• Activity: Transcribe exactly the span of lines that begins the records and ends with the line holding "2px #e8f1f8) drop-shadow(0", both boundary lines included.

Collected data
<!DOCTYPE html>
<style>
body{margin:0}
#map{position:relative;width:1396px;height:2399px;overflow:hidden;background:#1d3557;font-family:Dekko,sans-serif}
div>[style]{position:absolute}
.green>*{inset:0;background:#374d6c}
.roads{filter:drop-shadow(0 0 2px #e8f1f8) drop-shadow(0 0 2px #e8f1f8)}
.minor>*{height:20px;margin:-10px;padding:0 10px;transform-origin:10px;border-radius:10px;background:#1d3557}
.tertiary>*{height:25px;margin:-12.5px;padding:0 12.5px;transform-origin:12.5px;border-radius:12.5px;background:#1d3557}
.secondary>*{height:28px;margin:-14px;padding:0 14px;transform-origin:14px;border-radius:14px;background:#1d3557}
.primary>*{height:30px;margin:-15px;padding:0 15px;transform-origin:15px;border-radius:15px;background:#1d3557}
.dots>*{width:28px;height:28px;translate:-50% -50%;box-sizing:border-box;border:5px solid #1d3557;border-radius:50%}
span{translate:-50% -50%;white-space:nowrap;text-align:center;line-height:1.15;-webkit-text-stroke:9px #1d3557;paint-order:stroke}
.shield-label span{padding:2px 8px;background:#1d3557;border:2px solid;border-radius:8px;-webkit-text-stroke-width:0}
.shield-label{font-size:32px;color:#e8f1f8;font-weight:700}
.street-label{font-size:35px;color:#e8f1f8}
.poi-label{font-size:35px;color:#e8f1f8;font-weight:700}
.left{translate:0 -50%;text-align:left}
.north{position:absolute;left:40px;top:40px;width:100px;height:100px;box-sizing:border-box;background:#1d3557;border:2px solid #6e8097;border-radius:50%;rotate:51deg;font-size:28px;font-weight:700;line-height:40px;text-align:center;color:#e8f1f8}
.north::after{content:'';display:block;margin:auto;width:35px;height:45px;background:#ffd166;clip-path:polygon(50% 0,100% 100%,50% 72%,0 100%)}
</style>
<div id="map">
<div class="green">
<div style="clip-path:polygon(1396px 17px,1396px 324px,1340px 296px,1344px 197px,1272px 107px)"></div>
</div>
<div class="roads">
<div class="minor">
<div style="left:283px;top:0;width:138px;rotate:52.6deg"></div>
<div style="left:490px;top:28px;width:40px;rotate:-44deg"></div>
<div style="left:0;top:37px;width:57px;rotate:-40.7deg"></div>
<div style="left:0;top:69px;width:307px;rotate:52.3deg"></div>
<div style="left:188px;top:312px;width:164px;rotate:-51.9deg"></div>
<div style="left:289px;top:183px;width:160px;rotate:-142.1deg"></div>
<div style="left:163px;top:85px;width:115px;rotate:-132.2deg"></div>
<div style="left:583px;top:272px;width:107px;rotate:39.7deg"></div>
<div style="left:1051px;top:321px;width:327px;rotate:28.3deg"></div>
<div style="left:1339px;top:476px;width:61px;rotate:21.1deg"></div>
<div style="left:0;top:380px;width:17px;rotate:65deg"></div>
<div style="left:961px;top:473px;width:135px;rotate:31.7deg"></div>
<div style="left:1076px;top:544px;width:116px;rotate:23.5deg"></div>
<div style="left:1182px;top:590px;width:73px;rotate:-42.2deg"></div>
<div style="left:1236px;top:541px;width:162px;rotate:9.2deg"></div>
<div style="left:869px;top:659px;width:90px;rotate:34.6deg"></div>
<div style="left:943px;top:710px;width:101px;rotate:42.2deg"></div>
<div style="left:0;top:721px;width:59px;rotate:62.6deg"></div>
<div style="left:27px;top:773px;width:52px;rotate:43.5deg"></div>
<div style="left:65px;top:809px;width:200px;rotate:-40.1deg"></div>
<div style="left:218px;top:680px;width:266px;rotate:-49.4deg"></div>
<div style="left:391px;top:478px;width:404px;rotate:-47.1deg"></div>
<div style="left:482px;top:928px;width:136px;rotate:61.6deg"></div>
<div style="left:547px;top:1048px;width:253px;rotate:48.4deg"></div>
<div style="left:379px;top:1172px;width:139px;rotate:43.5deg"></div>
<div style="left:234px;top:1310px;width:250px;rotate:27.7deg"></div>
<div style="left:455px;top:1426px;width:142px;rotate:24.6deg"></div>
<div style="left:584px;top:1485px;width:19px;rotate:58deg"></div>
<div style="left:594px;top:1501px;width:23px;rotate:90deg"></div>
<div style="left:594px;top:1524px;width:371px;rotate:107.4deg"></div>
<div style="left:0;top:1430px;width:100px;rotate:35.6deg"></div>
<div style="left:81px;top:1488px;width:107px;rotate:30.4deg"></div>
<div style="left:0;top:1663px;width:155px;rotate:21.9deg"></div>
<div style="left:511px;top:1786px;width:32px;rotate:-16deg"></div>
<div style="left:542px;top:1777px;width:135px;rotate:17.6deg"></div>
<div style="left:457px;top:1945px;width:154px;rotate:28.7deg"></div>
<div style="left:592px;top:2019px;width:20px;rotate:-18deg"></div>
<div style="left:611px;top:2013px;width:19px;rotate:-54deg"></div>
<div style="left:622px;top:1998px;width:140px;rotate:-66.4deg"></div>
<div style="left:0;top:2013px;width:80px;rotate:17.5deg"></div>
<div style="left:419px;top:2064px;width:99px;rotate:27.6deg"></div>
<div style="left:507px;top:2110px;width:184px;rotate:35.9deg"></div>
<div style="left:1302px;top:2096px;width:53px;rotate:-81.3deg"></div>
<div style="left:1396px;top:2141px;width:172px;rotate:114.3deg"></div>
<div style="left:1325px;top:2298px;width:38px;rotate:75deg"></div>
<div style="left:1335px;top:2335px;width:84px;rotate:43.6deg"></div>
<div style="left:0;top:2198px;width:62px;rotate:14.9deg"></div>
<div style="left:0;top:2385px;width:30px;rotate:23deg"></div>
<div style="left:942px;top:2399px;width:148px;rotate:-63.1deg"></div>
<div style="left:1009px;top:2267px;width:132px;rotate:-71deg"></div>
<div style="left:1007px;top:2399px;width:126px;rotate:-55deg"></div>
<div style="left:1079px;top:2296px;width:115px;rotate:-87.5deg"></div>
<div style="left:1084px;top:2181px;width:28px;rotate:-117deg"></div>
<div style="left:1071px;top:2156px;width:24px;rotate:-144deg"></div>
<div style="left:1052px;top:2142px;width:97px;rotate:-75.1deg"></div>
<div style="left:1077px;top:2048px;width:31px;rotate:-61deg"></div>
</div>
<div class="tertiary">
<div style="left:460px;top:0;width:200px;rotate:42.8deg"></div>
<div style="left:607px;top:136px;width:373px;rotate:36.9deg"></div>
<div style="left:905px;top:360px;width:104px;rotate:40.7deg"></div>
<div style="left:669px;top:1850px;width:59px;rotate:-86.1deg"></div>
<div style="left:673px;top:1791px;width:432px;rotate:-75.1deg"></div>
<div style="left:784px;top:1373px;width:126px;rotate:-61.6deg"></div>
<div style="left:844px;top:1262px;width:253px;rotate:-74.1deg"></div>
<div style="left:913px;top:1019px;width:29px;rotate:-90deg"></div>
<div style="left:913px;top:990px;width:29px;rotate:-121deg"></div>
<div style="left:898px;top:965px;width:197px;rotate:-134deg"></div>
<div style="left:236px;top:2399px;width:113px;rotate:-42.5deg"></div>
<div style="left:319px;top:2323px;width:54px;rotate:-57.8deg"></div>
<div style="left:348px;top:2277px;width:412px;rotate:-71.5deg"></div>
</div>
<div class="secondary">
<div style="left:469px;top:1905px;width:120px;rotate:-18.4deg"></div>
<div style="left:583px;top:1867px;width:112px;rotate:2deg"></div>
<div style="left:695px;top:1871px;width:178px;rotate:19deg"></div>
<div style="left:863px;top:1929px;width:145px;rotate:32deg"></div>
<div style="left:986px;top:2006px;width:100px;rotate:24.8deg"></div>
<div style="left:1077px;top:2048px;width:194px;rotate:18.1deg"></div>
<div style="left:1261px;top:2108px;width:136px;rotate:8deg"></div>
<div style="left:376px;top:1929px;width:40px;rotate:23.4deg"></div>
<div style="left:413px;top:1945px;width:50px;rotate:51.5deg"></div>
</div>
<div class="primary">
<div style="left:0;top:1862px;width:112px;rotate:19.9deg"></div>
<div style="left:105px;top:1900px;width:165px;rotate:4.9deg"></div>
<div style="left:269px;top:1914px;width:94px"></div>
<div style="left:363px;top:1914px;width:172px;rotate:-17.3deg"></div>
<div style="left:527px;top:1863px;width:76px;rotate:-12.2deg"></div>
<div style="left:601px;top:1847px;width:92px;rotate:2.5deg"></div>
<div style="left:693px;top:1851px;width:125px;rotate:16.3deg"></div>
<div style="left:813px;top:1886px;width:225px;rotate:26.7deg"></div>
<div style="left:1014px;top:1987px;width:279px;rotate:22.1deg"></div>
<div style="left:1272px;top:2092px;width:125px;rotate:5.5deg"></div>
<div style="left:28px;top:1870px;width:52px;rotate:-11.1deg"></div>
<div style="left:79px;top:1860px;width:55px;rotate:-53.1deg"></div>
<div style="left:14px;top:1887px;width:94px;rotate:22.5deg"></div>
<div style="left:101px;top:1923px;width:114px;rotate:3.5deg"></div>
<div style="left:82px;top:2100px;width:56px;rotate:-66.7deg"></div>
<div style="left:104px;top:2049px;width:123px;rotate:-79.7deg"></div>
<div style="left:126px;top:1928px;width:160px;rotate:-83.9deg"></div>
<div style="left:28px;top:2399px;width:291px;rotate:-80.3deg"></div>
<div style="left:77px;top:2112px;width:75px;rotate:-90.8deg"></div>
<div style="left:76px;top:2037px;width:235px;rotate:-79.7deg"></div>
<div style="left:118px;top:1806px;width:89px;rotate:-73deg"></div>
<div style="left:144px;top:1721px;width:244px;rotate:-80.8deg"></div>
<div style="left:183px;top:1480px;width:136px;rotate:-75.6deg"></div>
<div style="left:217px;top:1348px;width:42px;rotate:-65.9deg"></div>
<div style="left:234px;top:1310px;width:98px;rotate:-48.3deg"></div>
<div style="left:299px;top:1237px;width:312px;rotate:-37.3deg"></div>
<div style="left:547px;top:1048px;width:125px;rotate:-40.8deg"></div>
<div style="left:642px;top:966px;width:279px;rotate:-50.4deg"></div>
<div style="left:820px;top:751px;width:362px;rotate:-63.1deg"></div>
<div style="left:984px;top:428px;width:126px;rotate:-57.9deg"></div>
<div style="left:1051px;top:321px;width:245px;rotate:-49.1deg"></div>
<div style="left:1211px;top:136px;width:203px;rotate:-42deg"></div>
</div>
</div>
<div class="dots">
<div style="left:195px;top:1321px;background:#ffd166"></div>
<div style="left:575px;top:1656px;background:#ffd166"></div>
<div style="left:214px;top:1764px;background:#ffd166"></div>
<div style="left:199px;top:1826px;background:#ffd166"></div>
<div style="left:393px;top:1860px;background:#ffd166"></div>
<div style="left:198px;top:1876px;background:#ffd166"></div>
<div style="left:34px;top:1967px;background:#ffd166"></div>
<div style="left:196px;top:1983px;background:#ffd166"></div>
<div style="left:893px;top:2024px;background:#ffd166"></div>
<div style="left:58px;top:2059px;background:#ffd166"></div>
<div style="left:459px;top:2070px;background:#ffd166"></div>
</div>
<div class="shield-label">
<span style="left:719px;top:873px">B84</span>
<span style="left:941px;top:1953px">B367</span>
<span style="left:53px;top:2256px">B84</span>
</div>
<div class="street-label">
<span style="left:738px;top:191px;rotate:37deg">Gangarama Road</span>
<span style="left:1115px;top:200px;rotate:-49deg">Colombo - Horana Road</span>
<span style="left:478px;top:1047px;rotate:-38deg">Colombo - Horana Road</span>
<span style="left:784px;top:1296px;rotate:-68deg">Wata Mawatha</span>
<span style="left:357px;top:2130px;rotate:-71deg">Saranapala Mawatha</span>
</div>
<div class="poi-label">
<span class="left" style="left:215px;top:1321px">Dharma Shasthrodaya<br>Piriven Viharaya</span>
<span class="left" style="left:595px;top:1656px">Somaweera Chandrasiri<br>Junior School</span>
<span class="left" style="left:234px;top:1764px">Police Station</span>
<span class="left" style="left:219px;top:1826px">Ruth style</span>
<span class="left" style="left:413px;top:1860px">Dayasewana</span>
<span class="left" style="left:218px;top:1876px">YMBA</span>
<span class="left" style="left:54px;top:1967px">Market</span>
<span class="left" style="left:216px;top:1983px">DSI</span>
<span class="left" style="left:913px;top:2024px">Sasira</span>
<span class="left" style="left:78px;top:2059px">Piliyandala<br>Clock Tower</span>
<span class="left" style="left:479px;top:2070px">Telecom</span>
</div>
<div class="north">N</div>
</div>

• Answer section:
<!DOCTYPE html>
<style>
body{margin:0}
#map{position:relative;width:1396px;height:2399px;overflow:hidden;background:#1d3557;font-family:Dekko,sans-serif}
div>[style]{position:absolute}
.green>*{inset:0;background:#374d6c}
.roads{filter:drop-shadow(0 0 2px #e8f1f8) drop-shadow(0 0 2px #e8f1f8)}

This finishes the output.